Historically Black Colleges and Universities take Center Stage as the Nation responds to COVID-19 and Systemic Racism

By Molly Galvin
Courtesy of National Academy of Sciences

Most U.S. colleges and universities are struggling to adjust to the COVID-19 pandemic, but Historically Black Colleges and Universities—known as HBCUs—are facing their own unique challenges. HBCUs primarily serve communities that are being hit especially hard by the pandemic, as Black Americans are far more likely to be infected and to die from COVID-19, and are also more likely to suffer unemployment or economic consequences from shutdowns and mass layoffs. And in the midst of this crisis, the death of George Floyd and others at the hands of police have added greater challenges for HBCU students, faculty, and staff to navigate.

“As we . . . chart our way through dual pandemics of COVID-19 and historic racism, there is much that the nation can learn from HBCUs, based on their history, experiences, and contributions,” said Gilda Barabino, president of Olin College of Engineering and moderator of a recent virtual town hall on COVID-19, systemic racism, and the response of HBCUs, hosted by the National Academies and Issues in Science and Technology.

There are more than 100 HBCUs in the U.S., which together enroll hundreds of thousands of students each year. During the webinar, presidents of three HBCUs—Makola M. Abdullah, president of Virginia State University; Mary Schmidt Campbell, president of Spelman College; and C. Reynold Verret, president of Xavier University of Louisiana discussed how the pandemic is affecting their institutions and how HBCUs are positioned to lead America through a time of awakening around the country’s racial history and divisions.

Educating During a Pandemic
Whether, when, and how to reopen is foremost on the minds of most higher education leaders, and especially for those at HBCUs. “We know that almost half of our workforce has an underlying serious [health] condition,” said Spelman’s Campbell. “And we know based on [data from] the visits to our health services over the course of the year—that a high percentage of our students have underlying conditions. We understand very clearly that we have a responsibility to a population that’s particularly vulnerable.”

“Our thinking was [to make] sure that what we we’re offering [on campus]—even though we cannot promise absolute safety in a pandemic—would be significantly safer than [life in our] surrounding states and communities,” said Xavier’s Verret. “We have to approach this without any illusions and ground it on sound science.”
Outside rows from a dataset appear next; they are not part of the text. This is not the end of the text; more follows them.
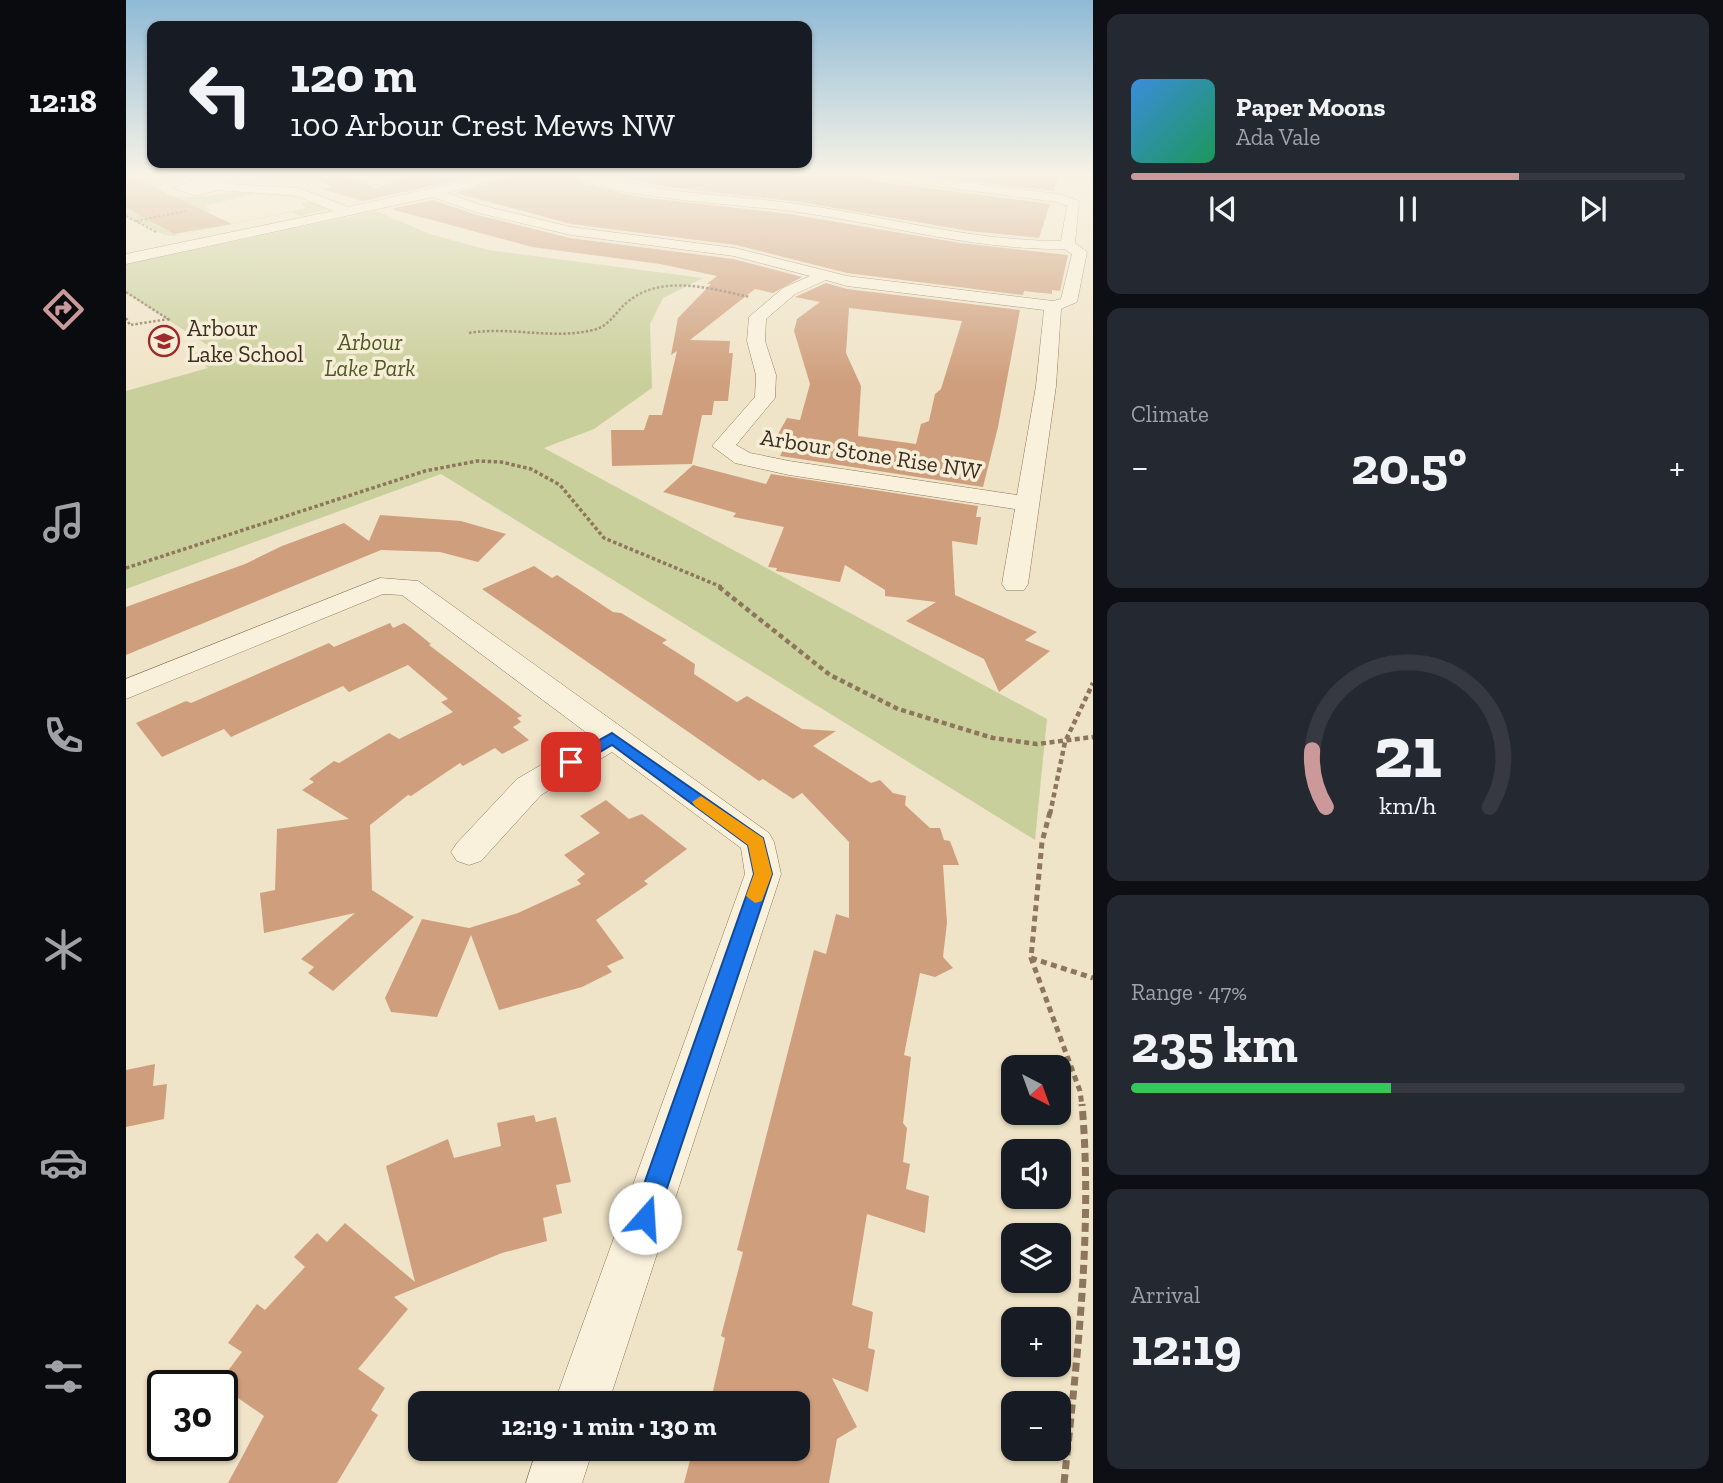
<!DOCTYPE html>
<html lang="en">
<head>
<meta charset="utf-8">
<style>
  :root { --surface:#171b24; --page:#242831; --text:#f1f3f6; --muted:#9ea1a6; --line:#363941; --accent:#cc999b }
  body { margin:0; font-family:"Zilla Slab",serif; background:var(--page); color:var(--text); height:100vh; display:flex; flex-direction:column; font-size:26px; white-space:nowrap }
  * { box-sizing:border-box; margin:0 }
  p { font-size:23px; color:var(--muted) }
  .icon { flex:none; width:38px; height:38px; fill:none; stroke:currentColor; stroke-width:2; stroke-linecap:round; stroke-linejoin:round }
  .map { position:relative; flex:1; overflow:hidden }
  .panel { display:flex; flex-direction:column; gap:14px; padding:14px; background:#0d0f14; width:630px }
  .panel>* { flex:none }
  .top-card { position:absolute; left:21px; top:21px; width:665px; height:147px; border-radius:14px; box-shadow:0 2px 5px #0004; background:#171b24; color:var(--text); overflow:hidden }
  .needle { width:46px; rotate:139deg }
  .tools { position:absolute; left:875px; top:1055px; display:grid; gap:14px }
  .tools a { display:grid; place-items:center; width:70px; height:70px; border-radius:14px; background:var(--surface); box-shadow:0 2px 5px #0004; font-size:35px }
  .speed { position:absolute; left:21px; top:1370px; display:flex; gap:14px; font-size:35px; font-weight:700; text-align:center }
  .speed>* { display:grid; place-content:center; width:91px; height:91px; border-radius:50%; background:var(--surface); box-shadow:0 2px 5px #0004; line-height:1 }
  .speed .limit { border:4px solid #111; border-radius:10px; background:#fff; color:#111 }
  .pin { position:absolute; display:grid; place-items:center; width:60px; height:60px; color:#fff; margin:-30px; border-radius:14px; box-shadow:0 4px 10px #0006 }
  .me { position:absolute; width:77px; margin:-38px; rotate:19deg; stroke-linejoin:round; filter:drop-shadow(0 0 5px #0008) }
  .turn { display:flex; align-items:center; gap:24px; height:147px; padding:0 28px; font-size:32px }
  .turn .icon { width:91px; height:91px; stroke-width:2.5 }
  .turn b { display:block; font-size:49px; line-height:60px }
  .big { font-size:52px; font-weight:800; line-height:1.1 }
  .panel .tile { flex:1; display:flex; flex-direction:column; justify-content:center; gap:10px; min-width:0; padding:0 24px; border-radius:14px; background:var(--page) }
  .panel .dial { align-items:center; gap:0 }
  .dial svg { height:182px; overflow:visible; fill:none; stroke:var(--line); stroke-width:7; stroke-linecap:round; text-anchor:middle }
  .dial text { fill:var(--text); stroke:none }
  .song { display:flex; align-items:center; gap:21px }
  .cover { width:84px; height:84px; border-radius:10px; background:linear-gradient(135deg,hsl(210 70% 55%),hsl(150 70% 35%)) }
  .played { height:7px; border-radius:4px; background:linear-gradient(90deg,var(--accent) 70%,var(--line) 70%) }
  .keys { display:flex; justify-content:space-around; direction:ltr }
  .heat { display:flex; justify-content:space-between; align-items:center; font-size:38px; direction:ltr }
  .charge { height:10px; border-radius:5px; background:linear-gradient(90deg,#34c759 47%,var(--line) 0) }
  .trip { position:absolute; left:282px; top:1391px; width:402px; height:70px; border-radius:14px; background:var(--surface); box-shadow:0 2px 5px #0004; font-weight:800; line-height:70px; text-align:center }
  main { display:flex; flex:1; min-height:0 }
  .tabs { display:flex; flex-direction:column; width:126px; justify-content:space-around; align-items:center; background:#090b0e; color:var(--muted) }
  .tabs .icon { width:49px; height:49px }
  .tabs .active { color:var(--accent) }
  .tabs b { font-size:32px; color:var(--text) }
  .map>svg:first-child { display:block }
  .green { fill:#c9cf9b }
  .building { fill:#cf9f7d; fill-rule:evenodd }
  .lines { fill:none; stroke-linecap:round; stroke-linejoin:round }
  .minor-casing { stroke:#8d765c; stroke-width:1 }
  .path-far5 { stroke:#8d765c; stroke-width:2; stroke-dasharray:2.5 2; stroke-linecap:butt }
  .path-far4 { stroke:#8d765c; stroke-width:2.5; stroke-dasharray:2.5 2; stroke-linecap:butt }
  .path-far3 { stroke:#8d765c; stroke-width:3.5; stroke-dasharray:3.5 2.5; stroke-linecap:butt }
  .path-far2 { stroke:#8d765c; stroke-width:4.5; stroke-dasharray:5 3.5; stroke-linecap:butt }
  .path-far1 { stroke:#8d765c; stroke-width:5; stroke-dasharray:6 4.5; stroke-linecap:butt }
  .path { stroke:#8d765c; stroke-width:7; stroke-dasharray:9 5; stroke-linecap:butt }
  .minor { fill:#faf1dc; fill-rule:evenodd }
  .route { fill:#1a73e8; stroke:#114b97; stroke-width:2 }
  .slow { fill:#f59e0b }
  .labels { text-anchor:middle; stroke-width:7; stroke-linejoin:round; paint-order:stroke }
  .far-poi-label { font-size:23px; fill:#3d2e20; stroke:#f7eed8; text-anchor:start }
  .far-park-label { font-size:23px; font-style:italic; fill:#4d5a26; stroke:#f7eed8 }
  .far-street-label { font-size:23px; fill:#3d2e20; stroke:#f7eed8 }
</style>
</head>
<body>
<main>
<nav class="tabs">
<b>12:18</b>
<svg class="icon active" aria-label="directions" viewBox="0 0 24 24"><path d="M12 3l9 9-9 9-9-9zM9 14v-3h6M13 9l2 2-2 2"/></svg>
<svg class="icon" aria-label="music" viewBox="0 0 24 24"><path d="M9 18V5l10-2v13"/><circle cx="6" cy="18" r="3"/><circle cx="16" cy="16" r="3"/></svg>
<svg class="icon" aria-label="phone" viewBox="0 0 24 24"><path d="M5 4h4l2 5-3 2q2 4 5 5l2-3 5 2v4C11 20 4 13 5 4z"/></svg>
<svg class="icon" aria-label="climate" viewBox="0 0 24 24"><path d="M12 3v18M4 7l16 10M4 17L20 7"/></svg>
<svg class="icon" aria-label="car" viewBox="0 0 24 24"><path d="M5 17H2v-5l4-1 3-4h7l3 4 3 1v5h-3M9 17h6M6 11h13"/><circle cx="7" cy="17" r="2"/><circle cx="17" cy="17" r="2"/></svg>
<svg class="icon" aria-label="filters" viewBox="0 0 24 24"><path d="M4 7h16M4 17h16"/><circle cx="9" cy="7" r="2"/><circle cx="15" cy="17" r="2"/></svg>
</nav>
<div class="map">
<svg width="967" height="1483" viewBox="0 0 967 1483">
  <rect width="100%" height="100%" fill="#f0e4c8"/>
  <g class="green">
    <path d="M0,174L35,178L59,174L132,175L126,186L106,185L118,183C96,163 59,184 34,182L32,184H37L31,190L11,179L0,180Z"/>
    <polygon points="96,190 131,193 78,206 85,211 27,224 51,235 180,208 175,203 185,201 202,209 175,216 165,212 48,236 38,235 0,216 0,209 13,215 65,205 44,196 72,197 104,192"/>
    <polygon points="250,211 304,234 362,250 577,278 537,298 524,324 526,388 468,429 418,448 921,719 909,840 315,474 0,589 0,391 82,368 64,355 86,348 0,293 0,264"/>
  </g>
  <g class="building">
    <polygon points="0,174 106,224 48,234 0,208"/>
    <polygon points="178,174 216,174 249,188 294,174 359,174 237,201 196,189 207,187"/>
    <polygon points="391,174 442,174 459,184 514,197 664,214 834,243 942,255 934,291 926,290 926,294 898,291 897,295 721,273 610,245 445,224 330,193"/>
    <polygon points="477,174 739,174 747,181 924,204 913,238 904,237 843,231 674,202 543,187"/>
    <polygon points="786,174 933,174 928,191"/>
    <polygon points="307,200 348,214 444,238 607,259 676,277 647,293 629,289 564,340 604,341 603,353 607,353 602,401 588,401 586,415 576,415 566,464 486,466 485,430 518,430 523,415 536,415 551,351 545,355 552,318 585,284 581,284 591,276 534,264 406,247 265,209"/>
    <path d="M700,283L721,289L894,310L872,427L857,487L654,456L661,442L652,434L661,418L674,420L684,384L668,331L671,319L694,302L669,297ZM723,308L836,321L815,389L809,394L803,421L795,424L790,444L732,436L735,386L720,353Z"/>
    <polygon points="567,465 640,484 645,474 852,506 850,517 855,517 851,545 826,541 829,595 911,632 899,640 924,651 873,692 858,659 780,621 810,602 759,596 759,590 719,565 714,582 650,571 651,568 642,567 658,527 607,517 610,513 537,492"/>
    <polygon points="254,515 335,521 380,534 352,562 314,552 255,550 0,655 0,607 119,564 156,546 218,523 243,541"/>
    <polygon points="408,566 426,578 431,575 487,612 495,613 541,640 536,643 569,664 568,674 611,702 621,696 676,729 710,731 687,746 745,783 754,780 767,793 780,796 779,805 804,828 814,828 818,840 824,841 833,865 817,865 821,923 817,957 827,968 809,977 794,973 778,1055 785,1057 777,1123 781,1128 777,1162 784,1164 780,1189 803,1196 799,1233 741,1214 726,1305 747,1312 742,1348 749,1350 742,1392 706,1378 731,1427 711,1439 703,1483 558,1483 567,1449 672,1449 672,1404 584,1404 599,1338 595,1336 617,1252 611,1250 688,950 700,954 710,914 723,918 723,842 676,793 667,799 637,779 633,781 356,589"/>
    <polygon points="264,623 267,628 278,623 284,627 305,644 303,645 396,716 391,718 395,722 387,727 403,740 376,754 369,748 337,766 334,763 285,796 282,795 244,825 246,890 288,917 207,991 182,973 188,967 175,959 229,913 138,933 134,893 149,890 151,829 223,819 176,790 188,782 183,779 208,761 213,763 263,733 273,739 327,712 315,702 322,699 282,665 223,692 217,686 105,737 98,729 36,757 10,723 60,701 65,703 203,643 208,647"/>
    <polygon points="480,800 503,819 516,814 561,849 518,881 522,884 470,920 498,958 481,966 486,972 456,987 373,1010 345,935 311,1017 265,1012 259,998 296,919 343,928 392,913 455,884 451,880 459,874 438,855 474,833 454,816"/>
    <polygon points="29,1064 27,1086 41,1084 38,1119 0,1127 0,1070"/>
    <polygon points="408,1115 410,1122 430,1117 445,1182 430,1185 436,1213 417,1218 421,1241 376,1253 268,1297 282,1309 232,1369 259,1388 245,1410 252,1415 211,1483 102,1483 138,1416 92,1384 116,1352 102,1343 131,1304 139,1310 179,1267 168,1257 191,1233 201,1242 219,1223 289,1282 260,1166 322,1139 328,1158 375,1146 371,1123"/>
  </g>
  <g class="lines">
    <g class="minor-casing">
      <g id="minor">
        <polygon points="22,174 35,174 29,178"/>
        <polygon points="219,174 248,177 291,174 248,185"/>
        <path d="M369,174H388L321,193L358,206L445,227L609,248L721,276L927,301L935,299L946,254L938,249C845,250 756,223 664,211C620,205 472,197 444,174C475,171 511,186 543,190C593,196 643,199 692,207C773,220 852,241 935,241L941,206L931,202L747,178L741,174H768L933,194L953,201L949,243L961,252L951,302L935,309L930,386L902,584L898,590H880L876,584L889,509L663,475L609,463L586,446L629,397L630,375L621,341L623,317L657,288L684,276L608,256L445,235L349,212L307,197L0,264V254L207,211L171,196L91,190L70,196L47,188L77,177L98,179L101,184L173,188L222,207ZM700,280L721,286L918,310L910,386L891,495L663,461L624,453L610,445L649,398L650,375L639,341L640,319L669,294Z"/>
        <polygon points="254,578 292,581 643,833 648,842 655,874 482,1404 428,1404 619,874 615,848 486,752 415,795 355,861 343,865 331,861 325,852 331,843 391,779 465,736 276,595 257,594 0,699 0,679"/>
        <polygon points="411,1449 467,1449 456,1483 400,1483"/>
      </g>
    </g>
    <g class="path-far5">
      <polyline points="0,216 30,232"/>
      <polyline points="10,221 60,211"/>
    </g>
    <g class="path-far4">
      <polyline points="0,292 45,321"/>
      <polyline points="0,318 4,325 43,319"/>
      <path d="M343,333C384,326 426,340 467,330C485,326 490,310 504,300C539,274 585,289 624,297"/>
    </g>
    <polyline class="path-far3" points="0,568 299,471 351,461 375,462 405,469 434,485 478,538 598,588"/>
    <g class="path-far2">
      <polyline points="593,587 704,675 772,709 867,738 911,744 967,737"/>
      <polyline points="924,814 939,742 967,683"/>
    </g>
    <g class="path-far1">
      <polyline points="924,812 916,842 905,958 954,1091 956,1106"/>
      <polyline points="905,958 967,978"/>
    </g>
    <path class="path" d="M938,1483C951,1357 967,1231 956,1104"/>
    <use href="#minor" class="minor"/>
  </g>
  <linearGradient id="sky" x2="0" y2="1"><stop stop-color="#8fbad6"/><stop offset="0.46" stop-color="#f8f3e6"/><stop offset="1" stop-color="#f8f3e6" stop-opacity="0"/></linearGradient>
  <rect width="967" height="381" fill="url(#sky)"/>
  <polygon class="route" points="486,733 637,838 646,874 531,1218 527,1227 519,1230 510,1227 506,1218 628,874 622,845 486,745 450,766 439,766 439,759"/>
  <polygon class="slow" points="575,796 637,838 646,874 636,901 629,903 620,896 628,874 622,845 569,806 566,802"/>
  <defs>
    <g id="school-ring" transform="scale(1.575)"><circle r="9.5" fill="#f7eed8" stroke="#9e2a2b" stroke-width="1.5"/><path d="M0-5L7-2L0 1L-7-2ZM-4 1L0 2.5L4 1V4Q0 6-4 4Z" fill="#9e2a2b"/></g>
  </defs>
  <g fill-rule="evenodd">
    <use href="#school-ring" x="38" y="341"/>
  </g>
  <g class="labels">
    <g class="far-poi-label">
      <text x="61" y="336">Arbour<tspan x="61" dy="26">Lake School</tspan></text>
    </g>
    <g class="far-park-label">
      <text x="244" y="350">Arbour<tspan x="244" dy="26">Lake Park</tspan></text>
    </g>
    <g class="far-street-label">
      <text transform="translate(745 454) rotate(9)" y="8">Arbour Stone Rise NW</text>
    </g>
  </g>
</svg>
<div class="tools">
<a><svg class="needle" viewBox="-14 -14 28 28"><path d="M0-13l5 13h-10z" fill="#e53935"/><path d="M0 13l5-13h-10z" fill="#9ea1a6"/></svg></a>
<a><svg class="icon" aria-label="sound" viewBox="0 0 24 24"><path d="M4 9h4l5-4v14l-5-4H4zM17 9q2 3 0 6"/></svg></a>
<a><svg class="icon" aria-label="layers" viewBox="0 0 24 24"><path d="M12 4l9 5-9 5-9-5zM3 14l9 5 9-5"/></svg></a>
<a>+</a>
<a>−</a>
</div>
<div class="speed"><div class="limit">30</div></div>
<div class="pin" style="left:445px;top:762px;background:#d93025"><svg class="icon" aria-label="arrive" viewBox="0 0 24 24"><path d="M6 21V4h12l-3 4 3 4H6"/></svg></div>
<svg class="me" style="left:519px;top:1218px" viewBox="-20 -20 40 40"><circle r="19" fill="#fff"/><path d="M0-13L10 11 0 6-10 11z" fill="#1a73e8"/></svg>
<div class="trip">12:19 · 1 min · 130 m</div>
<div class="top-card">
<div class="turn"><svg class="icon" aria-label="left" viewBox="0 0 24 24"><path d="M17 20v-9H6M10 6l-5 5 5 5"/></svg><div><b>120 m</b>100 Arbour Crest Mews NW</div></div>
</div>
</div>
<section class="panel">
<div class="tile">
<div class="song"><i class="cover"></i><div><b>Paper Moons</b><p>Ada Vale</p></div></div>
<div class="played"></div>
<div class="keys"><svg class="icon" aria-label="previous" viewBox="0 0 24 24"><path d="M18 5L8 12l10 7zM5 5v14"/></svg><svg class="icon" aria-label="pause" viewBox="0 0 24 24"><path d="M8 5v14M16 5v14"/></svg><svg class="icon" aria-label="next" viewBox="0 0 24 24"><path d="M6 5l10 7-10 7zM19 5v14"/></svg></div>
</div>
<div class="tile"><p>Climate</p>
<div class="heat"><a>−</a><b class="big">20.5°</b><a>+</a></div>
</div>
<div class="tile dial"><svg viewBox="0 0 100 80">
<path d="M14 69A42 42 0 1 1 86 69"/>
<path d="M14 69A42 42 0 0 1 8 44" stroke="#cc999b"/>
<text x="50" y="56" font-size="32" font-weight="700">21</text>
<text x="50" y="72" font-size="11">km/h</text>
</svg></div>
<div class="tile"><p>Range · 47%</p><b class="big">235 km</b><div class="charge"></div></div>
<div class="tile"><p>Arrival</p><b class="big">12:19</b></div>
</section>
</main>
</body>
</html>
The three leaders also noted the financial challenges that the pandemic is bringing — both to their institutions and to students and their families. “We had to relook at our budgets and . . . raise the amount of financial aid that we could allocate to students to make sure that no young woman or man who was at Xavier . . . could not return because of finances,” said Verret. “We had to help meet that need, which is a real struggle for us because we’re not wealthy institutions, and the nation has never invested in us in the level that . . . it should.”

The pandemic is forcing HBCUs to reallocate funds in other ways as well. “We’ve got to invest more in our technology, because our technology needs are so much higher than they were before COVID hit us,” said VSU’s Abdullah, who noted that his institution also had to invest in COVID-prevention infrastructure changes.

But switching to virtual learning and teleworking has also brought about positive changes, they said. “When there is disruption, very often that’s the very moment when you can innovate, when you can start thinking more creatively and more boldly about what is effective in teaching and learning in the digital mode,” said Campbell. “In fact, because of the pandemic, Spelman College is accelerating plans to add more robust online teaching opportunities.”

In addition, many HBCUs are contributing to research to help fight the pandemic. The public health programs at our schools have been looking at the causes of the disparities [around the pandemic]—not just genetic but also socio-political aspects,” said Verret.

Advancing an American Awakening
On top of the pandemic and the harsh light it is shining on inequities in U.S. health care, economic, and education systems, the death of George Floyd, and the protests it sparked, have also exposed long-standing issues around police brutality and the criminal justice system.

“I think the social unrest has put HBCUs on center stage, given us a microphone, and turned the lights on,” said Campbell.